Segment Start: Exercise inputs

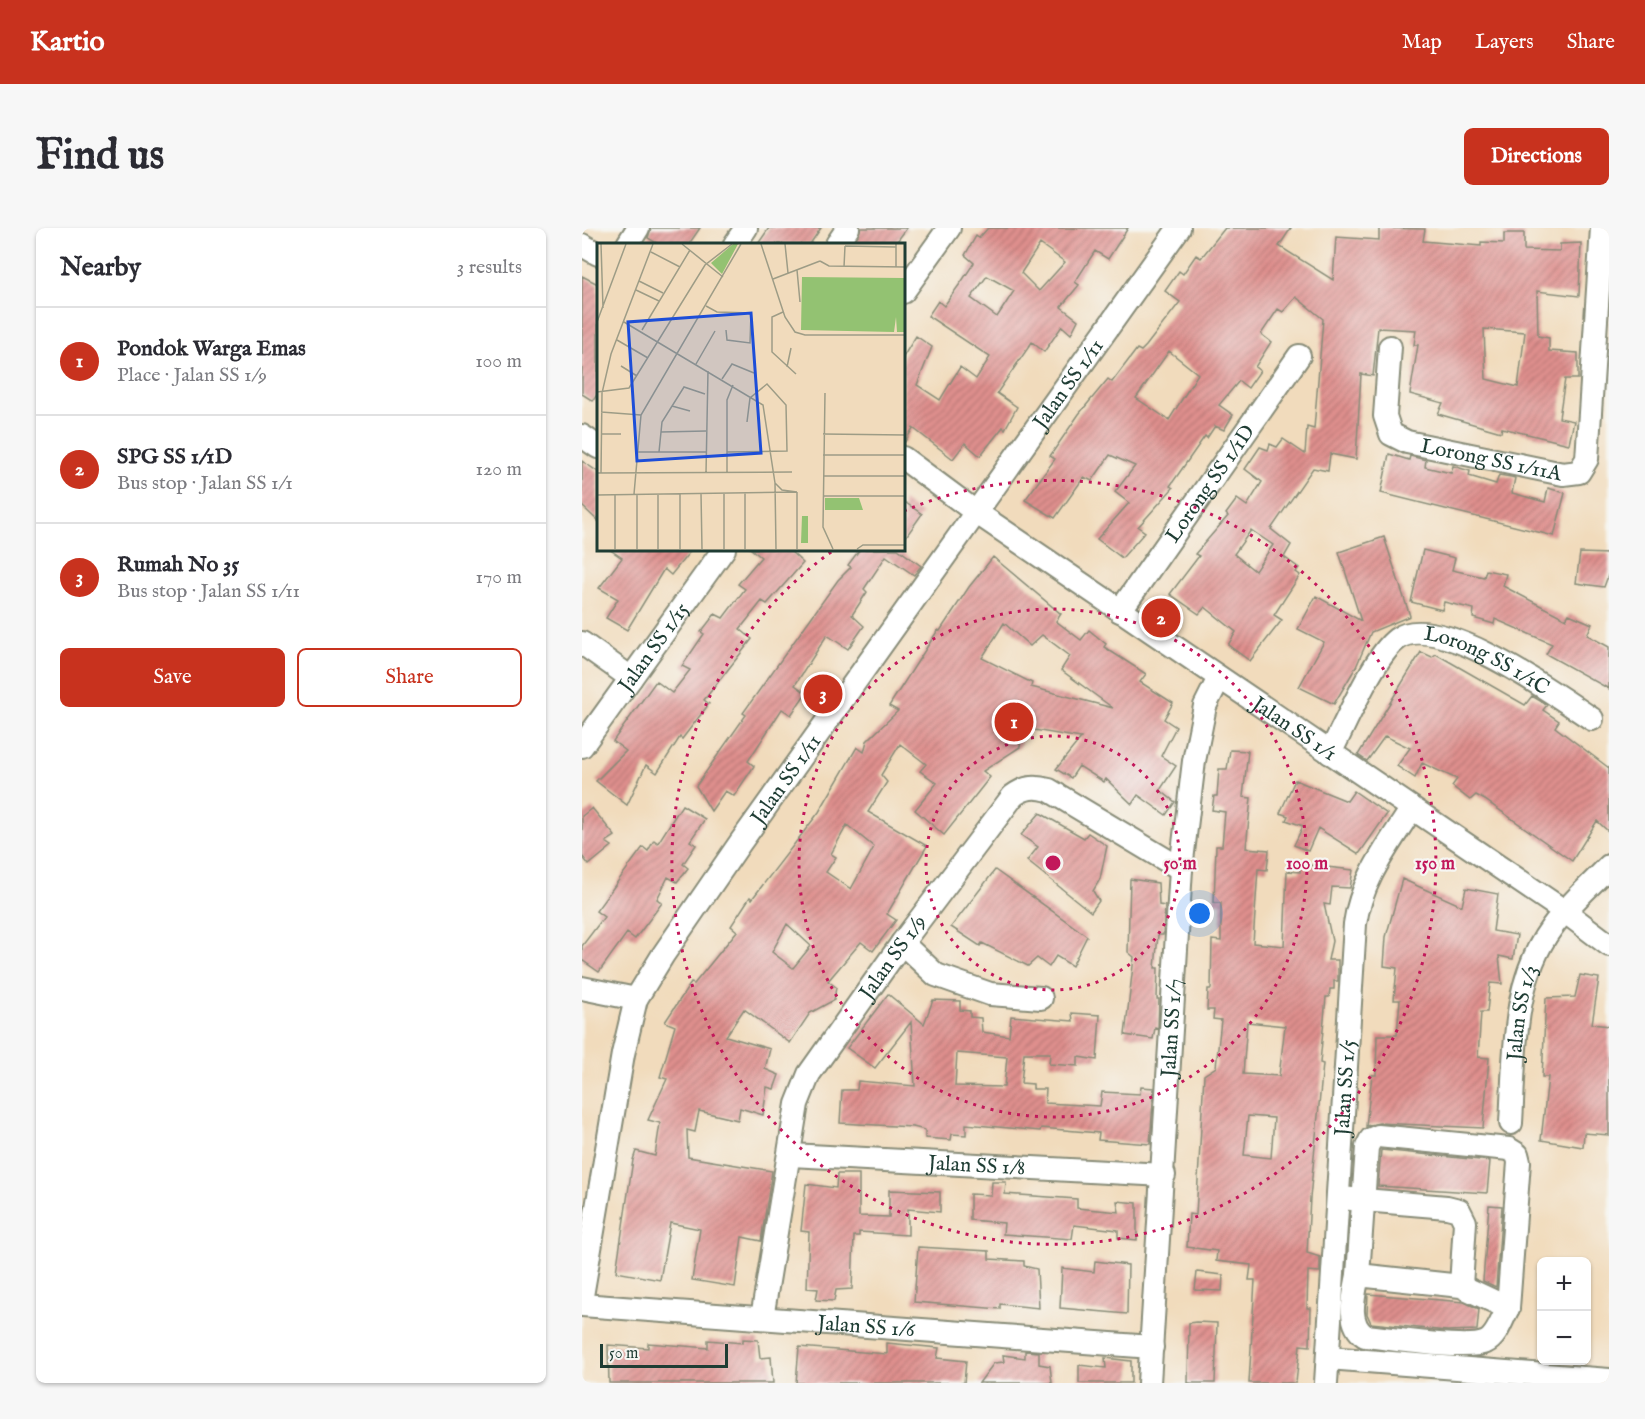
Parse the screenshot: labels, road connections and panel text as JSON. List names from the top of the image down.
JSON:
{
  "streets": {
    "street": [
      "Jalan SS 1/11",
      "Lorong SS 1/11A",
      "Lorong SS 1/1D",
      "Jalan SS 1/15",
      "Lorong SS 1/1C",
      "Jalan SS 1/1",
      "Jalan SS 1/9",
      "Jalan SS 1/3",
      "Jalan SS 1/7",
      "Jalan SS 1/5",
      "Jalan SS 1/8",
      "Jalan SS 1/6"
    ]
  },
  "crossings": [
    ["Jalan SS 1/11", "Jalan SS 1/1"],
    ["Lorong SS 1/1D", "Jalan SS 1/1"],
    ["Lorong SS 1/1C", "Jalan SS 1/1"],
    ["Jalan SS 1/1", "Jalan SS 1/3"],
    ["Jalan SS 1/1", "Jalan SS 1/7"],
    ["Jalan SS 1/1", "Jalan SS 1/5"],
    ["Jalan SS 1/9", "Jalan SS 1/7"],
    ["Jalan SS 1/9", "Jalan SS 1/8"],
    ["Jalan SS 1/9", "Jalan SS 1/6"],
    ["Jalan SS 1/7", "Jalan SS 1/8"],
    ["Jalan SS 1/7", "Jalan SS 1/6"]
  ],
  "scale_bar": "50 m",
  "page": {
    "header": "Kartio",
    "nav": ["Map", "Layers", "Share"],
    "buttons": [
      "Directions",
      ["Save", "Share"]
    ],
    "title": "Find us",
    "heading": ["Nearby", "3 results"],
    "list": [
      {
        "mark": "1",
        "name": "Pondok Warga Emas",
        "note": "Place · Jalan SS 1/9",
        "value": "100 m"
      },
      {
        "mark": "2",
        "name": "SPG SS 1/1D",
        "note": "Bus stop · Jalan SS 1/1",
        "value": "120 m"
      },
      {
        "mark": "3",
        "name": "Rumah No 35",
        "note": "Bus stop · Jalan SS 1/11",
        "value": "170 m"
      }
    ],
    "pins": ["2", "3", "1"],
    "map_buttons": ["+", "−"],
    "scale": "50 m"
  },
  "rings": ["50 m", "100 m", "150 m"]
}
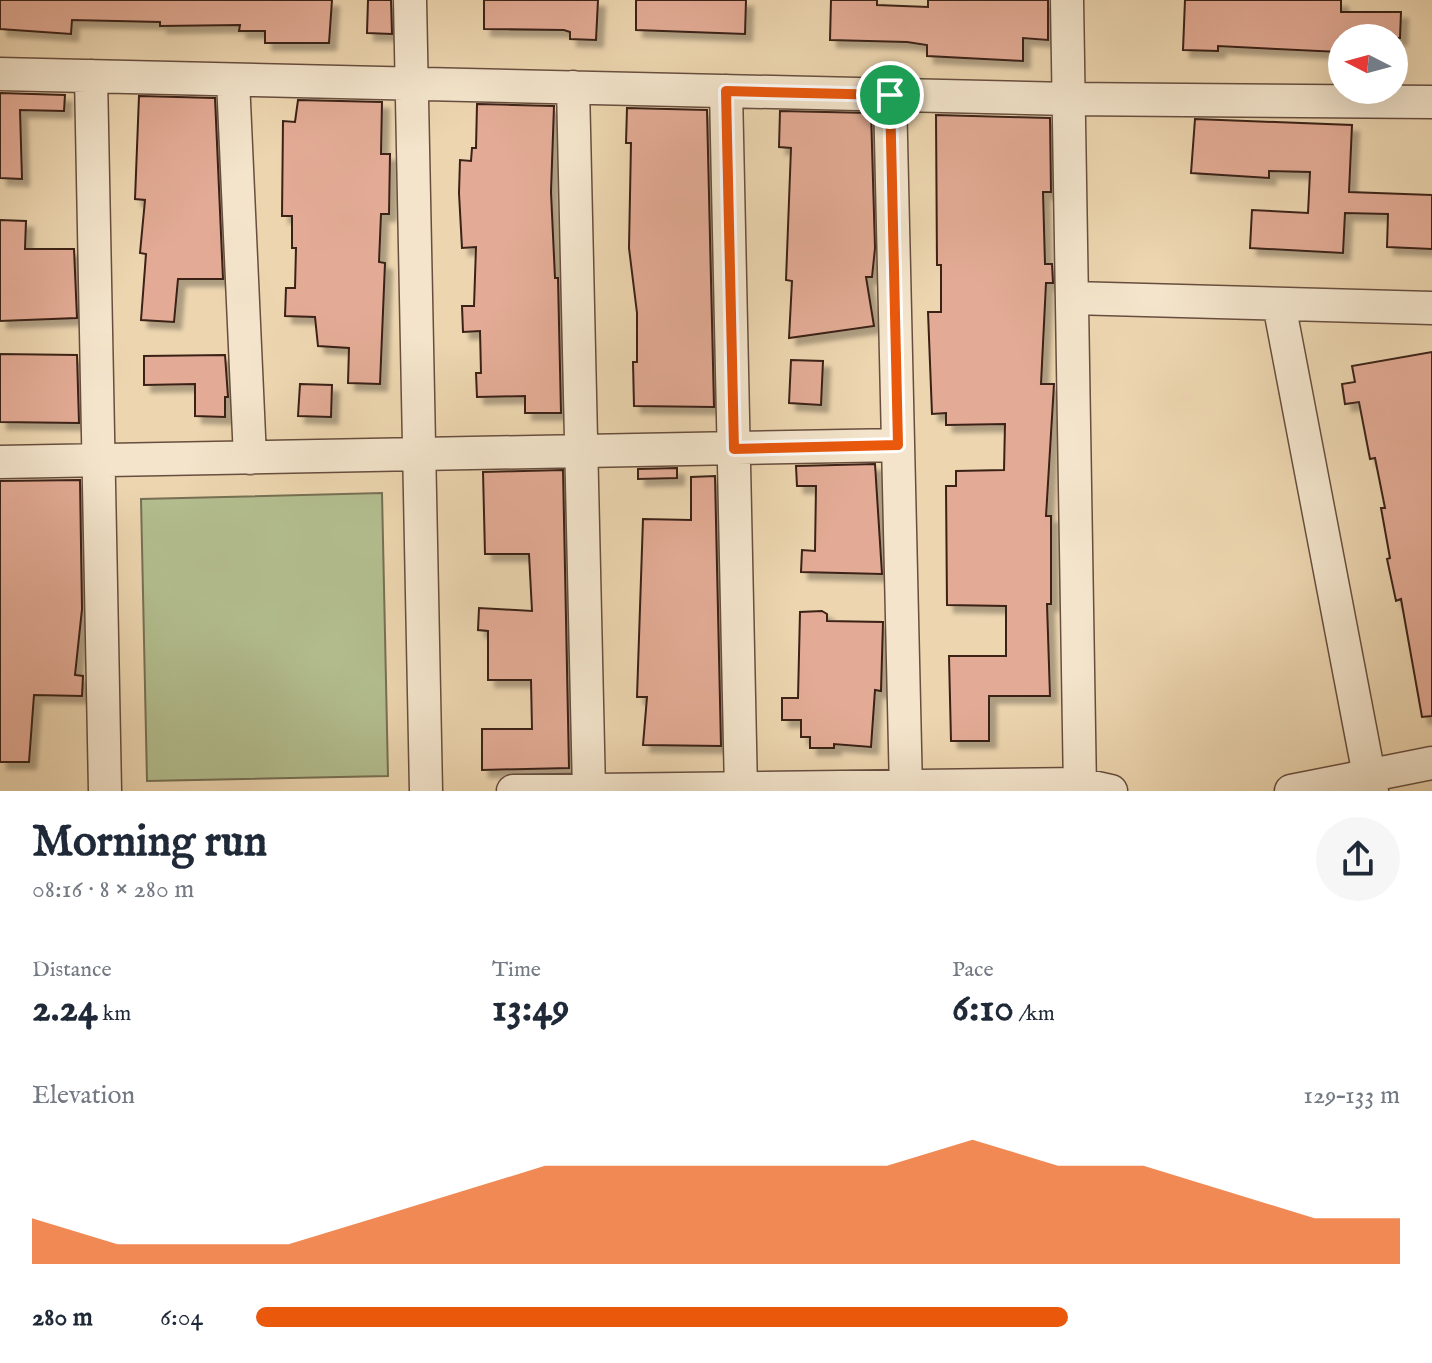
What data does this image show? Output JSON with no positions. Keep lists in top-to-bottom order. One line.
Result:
{"north":"left","page":{"heading":["Morning run","08:16 · 8 × 280 m"],"stats":[["Distance","2.24 km"],["Time","13:49"],["Pace","6:10 /km"]],"chart":["Elevation","129–133 m"],"list":[{"name":"280 m","note":"6:04"}]}}
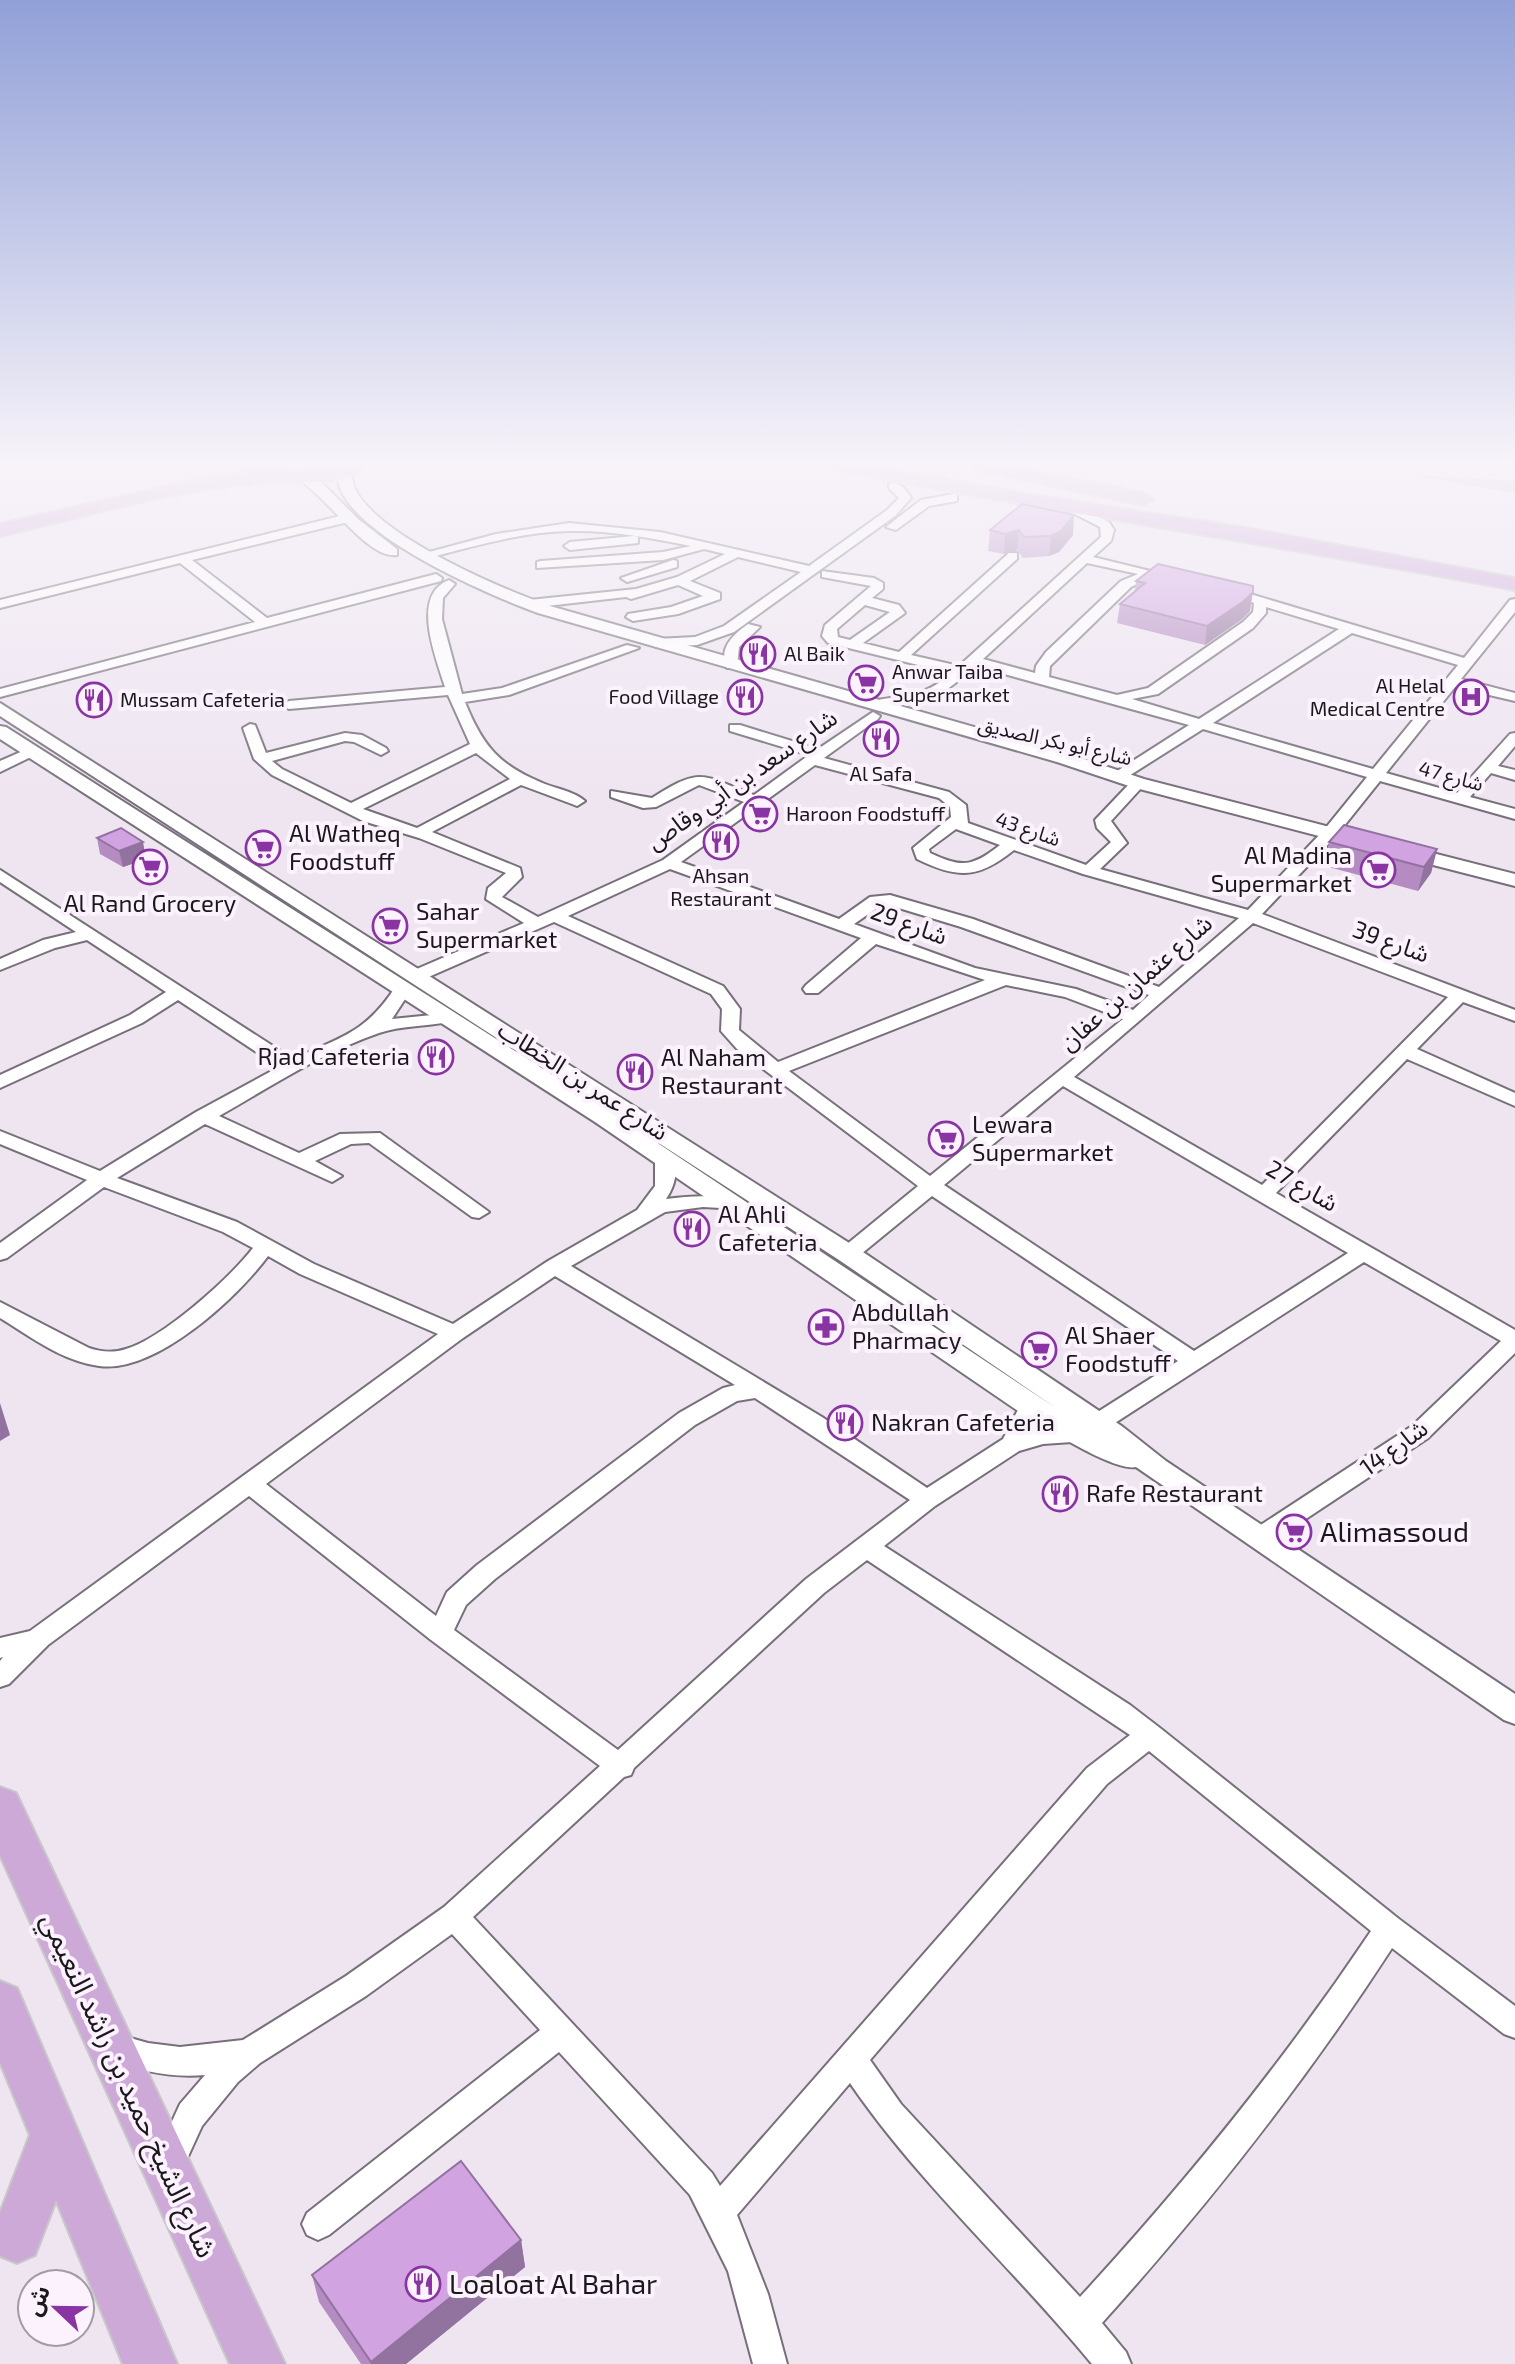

Segment End: Exercise inputs

Assignment: Since only the text is needed, retype the data above exactly and omit the pictures.

Response below:
Parse the screenshot: labels, road connections and panel text as JSON. List names from the top of the image down.
JSON:
{
  "streets": {
    "street": [
      "Jalan SS 1/11",
      "Lorong SS 1/11A",
      "Lorong SS 1/1D",
      "Jalan SS 1/15",
      "Lorong SS 1/1C",
      "Jalan SS 1/1",
      "Jalan SS 1/9",
      "Jalan SS 1/3",
      "Jalan SS 1/7",
      "Jalan SS 1/5",
      "Jalan SS 1/8",
      "Jalan SS 1/6"
    ]
  },
  "crossings": [
    ["Jalan SS 1/11", "Jalan SS 1/1"],
    ["Lorong SS 1/1D", "Jalan SS 1/1"],
    ["Lorong SS 1/1C", "Jalan SS 1/1"],
    ["Jalan SS 1/1", "Jalan SS 1/3"],
    ["Jalan SS 1/1", "Jalan SS 1/7"],
    ["Jalan SS 1/1", "Jalan SS 1/5"],
    ["Jalan SS 1/9", "Jalan SS 1/7"],
    ["Jalan SS 1/9", "Jalan SS 1/8"],
    ["Jalan SS 1/9", "Jalan SS 1/6"],
    ["Jalan SS 1/7", "Jalan SS 1/8"],
    ["Jalan SS 1/7", "Jalan SS 1/6"]
  ],
  "scale_bar": "50 m",
  "page": {
    "header": "Kartio",
    "nav": ["Map", "Layers", "Share"],
    "buttons": [
      "Directions",
      ["Save", "Share"]
    ],
    "title": "Find us",
    "heading": ["Nearby", "3 results"],
    "list": [
      {
        "mark": "1",
        "name": "Pondok Warga Emas",
        "note": "Place · Jalan SS 1/9",
        "value": "100 m"
      },
      {
        "mark": "2",
        "name": "SPG SS 1/1D",
        "note": "Bus stop · Jalan SS 1/1",
        "value": "120 m"
      },
      {
        "mark": "3",
        "name": "Rumah No 35",
        "note": "Bus stop · Jalan SS 1/11",
        "value": "170 m"
      }
    ],
    "pins": ["2", "3", "1"],
    "map_buttons": ["+", "−"],
    "scale": "50 m"
  },
  "rings": ["50 m", "100 m", "150 m"]
}
What data does this image show? Output JSON with no positions. Keep lists in top-to-bottom order. One line.
Result:
{"north":"left","page":{"heading":["Morning run","08:16 · 8 × 280 m"],"stats":[["Distance","2.24 km"],["Time","13:49"],["Pace","6:10 /km"]],"chart":["Elevation","129–133 m"],"list":[{"name":"280 m","note":"6:04"}]}}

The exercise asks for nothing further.